Sunset Song

Sunset Song ★★★★★

An invigorating blend of old and new, both challenging and dynamic, uniquely sweet and sorrowful, Sunset Song deserves to be celebrated. This film has a soul, a deeply felt emotional core that reveals itself over the course of Davies well earned two hour run time. He employs formalist techniques; perfect symmetry, painterly landscapes and overtly authentic interiors, and blends them seamlessly with fresh and vibrant postmodernist touches. The wind, birds, mud and crickets provide a soaring score; the subtlety underpinning every line of dialogue, every dramatic quarrel is swiftly emphasized by their smallness relative to the sweeping landscapes. Davies' core idea is something I haven't seen since Westerns of old, the awareness of consistency, of the eternal. People, their relationships, triumphs and tragedies come and go but the land, the earth beneath them remains. It's stoic in tone, reminding us that all we have to do is make the best of what we have, remain thankful for what we have and take pleasure in the moments we later recognize are invaluable.

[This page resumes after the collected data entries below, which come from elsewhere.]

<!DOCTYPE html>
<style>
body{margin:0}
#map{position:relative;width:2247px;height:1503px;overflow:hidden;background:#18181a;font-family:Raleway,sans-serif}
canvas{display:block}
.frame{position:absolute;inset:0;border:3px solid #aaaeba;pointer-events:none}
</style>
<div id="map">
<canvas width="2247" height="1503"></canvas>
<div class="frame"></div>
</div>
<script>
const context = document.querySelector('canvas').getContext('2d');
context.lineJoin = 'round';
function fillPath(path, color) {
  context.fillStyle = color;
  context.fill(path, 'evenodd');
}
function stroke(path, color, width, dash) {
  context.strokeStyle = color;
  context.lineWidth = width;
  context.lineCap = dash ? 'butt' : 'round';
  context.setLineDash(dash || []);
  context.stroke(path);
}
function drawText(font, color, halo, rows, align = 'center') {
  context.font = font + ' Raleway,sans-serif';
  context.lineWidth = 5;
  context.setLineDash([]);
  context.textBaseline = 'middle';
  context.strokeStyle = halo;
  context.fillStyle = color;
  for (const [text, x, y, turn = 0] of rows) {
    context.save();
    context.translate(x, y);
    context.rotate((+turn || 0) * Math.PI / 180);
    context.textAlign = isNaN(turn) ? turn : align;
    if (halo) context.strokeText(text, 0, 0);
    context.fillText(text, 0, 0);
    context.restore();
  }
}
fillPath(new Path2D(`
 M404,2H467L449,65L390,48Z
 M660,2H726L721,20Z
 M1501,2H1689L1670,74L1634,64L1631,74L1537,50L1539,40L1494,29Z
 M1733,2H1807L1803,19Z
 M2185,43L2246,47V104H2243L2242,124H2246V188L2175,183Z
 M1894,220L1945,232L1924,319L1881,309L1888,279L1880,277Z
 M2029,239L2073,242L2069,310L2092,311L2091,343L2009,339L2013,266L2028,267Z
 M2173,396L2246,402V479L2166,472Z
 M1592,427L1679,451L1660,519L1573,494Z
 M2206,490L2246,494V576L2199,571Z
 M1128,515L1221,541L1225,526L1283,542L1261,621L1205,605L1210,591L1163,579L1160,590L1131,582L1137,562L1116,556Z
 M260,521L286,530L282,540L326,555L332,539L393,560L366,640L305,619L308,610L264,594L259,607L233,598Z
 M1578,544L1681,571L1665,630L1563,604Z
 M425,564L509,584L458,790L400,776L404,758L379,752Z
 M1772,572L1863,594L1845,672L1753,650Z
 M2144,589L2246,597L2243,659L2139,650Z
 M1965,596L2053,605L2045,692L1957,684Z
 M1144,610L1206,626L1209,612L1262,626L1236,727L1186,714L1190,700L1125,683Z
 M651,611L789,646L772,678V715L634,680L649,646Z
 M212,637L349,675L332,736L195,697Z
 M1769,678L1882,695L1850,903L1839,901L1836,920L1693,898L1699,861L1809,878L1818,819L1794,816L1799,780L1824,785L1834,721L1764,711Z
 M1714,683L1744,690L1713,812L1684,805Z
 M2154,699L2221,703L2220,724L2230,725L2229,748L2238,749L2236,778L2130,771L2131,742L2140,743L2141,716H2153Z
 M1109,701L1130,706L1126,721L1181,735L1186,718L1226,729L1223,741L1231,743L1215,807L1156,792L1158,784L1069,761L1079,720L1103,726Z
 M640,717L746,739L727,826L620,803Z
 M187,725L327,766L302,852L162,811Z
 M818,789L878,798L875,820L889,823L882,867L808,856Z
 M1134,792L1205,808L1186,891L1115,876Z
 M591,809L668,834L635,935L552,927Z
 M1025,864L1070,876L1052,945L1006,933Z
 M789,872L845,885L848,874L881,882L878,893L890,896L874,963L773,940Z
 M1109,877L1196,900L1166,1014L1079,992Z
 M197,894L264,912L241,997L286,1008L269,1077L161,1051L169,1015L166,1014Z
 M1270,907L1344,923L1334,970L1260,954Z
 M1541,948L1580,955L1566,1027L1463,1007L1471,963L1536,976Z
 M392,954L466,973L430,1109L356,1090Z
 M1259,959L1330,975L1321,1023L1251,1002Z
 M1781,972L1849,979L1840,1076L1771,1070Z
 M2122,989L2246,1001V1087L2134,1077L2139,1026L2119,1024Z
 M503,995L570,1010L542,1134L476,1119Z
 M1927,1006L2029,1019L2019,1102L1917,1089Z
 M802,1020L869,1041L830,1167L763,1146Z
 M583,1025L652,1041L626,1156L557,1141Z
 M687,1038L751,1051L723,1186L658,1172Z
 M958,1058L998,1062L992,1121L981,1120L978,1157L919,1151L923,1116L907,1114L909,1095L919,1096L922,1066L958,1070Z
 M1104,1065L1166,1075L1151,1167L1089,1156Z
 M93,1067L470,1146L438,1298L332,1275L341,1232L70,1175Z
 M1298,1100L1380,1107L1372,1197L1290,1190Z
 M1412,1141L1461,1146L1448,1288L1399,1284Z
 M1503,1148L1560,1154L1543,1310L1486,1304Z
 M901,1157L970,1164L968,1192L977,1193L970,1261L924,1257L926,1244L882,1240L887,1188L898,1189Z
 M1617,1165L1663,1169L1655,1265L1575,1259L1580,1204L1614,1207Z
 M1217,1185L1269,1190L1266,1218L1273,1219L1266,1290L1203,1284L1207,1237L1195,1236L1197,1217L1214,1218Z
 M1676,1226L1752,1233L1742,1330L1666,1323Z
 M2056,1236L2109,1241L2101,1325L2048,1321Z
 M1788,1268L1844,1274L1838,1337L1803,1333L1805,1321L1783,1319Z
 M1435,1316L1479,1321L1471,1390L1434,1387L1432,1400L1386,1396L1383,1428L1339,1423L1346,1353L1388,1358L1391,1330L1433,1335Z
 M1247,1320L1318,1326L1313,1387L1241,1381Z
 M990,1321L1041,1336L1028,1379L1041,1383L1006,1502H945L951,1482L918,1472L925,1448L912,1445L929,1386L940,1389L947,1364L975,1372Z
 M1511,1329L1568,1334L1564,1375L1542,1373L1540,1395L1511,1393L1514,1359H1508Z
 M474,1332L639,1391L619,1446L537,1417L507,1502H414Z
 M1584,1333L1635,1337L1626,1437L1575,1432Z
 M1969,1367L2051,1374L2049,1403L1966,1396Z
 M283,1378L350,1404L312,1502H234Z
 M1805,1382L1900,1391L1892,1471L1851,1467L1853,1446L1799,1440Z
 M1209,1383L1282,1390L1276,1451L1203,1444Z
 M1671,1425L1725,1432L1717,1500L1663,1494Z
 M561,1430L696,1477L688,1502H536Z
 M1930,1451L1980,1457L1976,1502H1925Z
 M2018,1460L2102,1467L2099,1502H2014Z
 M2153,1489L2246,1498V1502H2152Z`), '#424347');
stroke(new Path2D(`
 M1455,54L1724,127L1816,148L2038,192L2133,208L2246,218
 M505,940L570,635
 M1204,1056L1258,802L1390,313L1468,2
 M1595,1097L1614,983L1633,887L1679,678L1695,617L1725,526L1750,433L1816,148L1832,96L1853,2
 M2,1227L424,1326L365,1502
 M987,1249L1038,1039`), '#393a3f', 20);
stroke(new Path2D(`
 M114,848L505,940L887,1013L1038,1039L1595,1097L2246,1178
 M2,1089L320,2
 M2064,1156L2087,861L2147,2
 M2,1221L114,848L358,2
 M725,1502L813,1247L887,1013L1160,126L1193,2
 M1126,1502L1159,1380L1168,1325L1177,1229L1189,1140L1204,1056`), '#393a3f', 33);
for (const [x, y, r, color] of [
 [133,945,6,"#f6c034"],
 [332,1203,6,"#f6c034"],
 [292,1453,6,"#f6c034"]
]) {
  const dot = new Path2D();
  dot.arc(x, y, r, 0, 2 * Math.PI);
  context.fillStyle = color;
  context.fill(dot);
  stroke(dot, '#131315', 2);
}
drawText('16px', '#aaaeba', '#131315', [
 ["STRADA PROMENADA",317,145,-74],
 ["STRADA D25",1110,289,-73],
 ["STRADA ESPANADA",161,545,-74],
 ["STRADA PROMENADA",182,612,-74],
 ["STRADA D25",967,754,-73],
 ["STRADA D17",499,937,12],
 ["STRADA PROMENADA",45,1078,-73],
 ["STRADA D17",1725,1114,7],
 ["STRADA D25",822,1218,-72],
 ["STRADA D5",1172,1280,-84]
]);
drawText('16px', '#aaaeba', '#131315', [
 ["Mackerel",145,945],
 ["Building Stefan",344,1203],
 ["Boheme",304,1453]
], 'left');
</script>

It's a beautiful film that recognizes the merit in suffering, the necessary strength we need to derive from it. This is one of those films that cuts you so deeply in such an offhanded way you don't realize it until the credits roll.

Sunset Song is one of those films that feels absolutely necessary. Terence Davies' sensibilities are so starkly contrasting to the cinematic world in general right now, so patient and content it feels like a return to a time when dramatic narratives dominated the attention of film lovers everywhere. Reports indicate it was a tumultuous process getting this made, Davies notoriously draws a smaller audience and there's no superhero to be seen in this. It's a small miracle, this film, and one that ought to be enjoyed by everyone, not only as a palette cleanser but a cinematic song that stirred me to my core.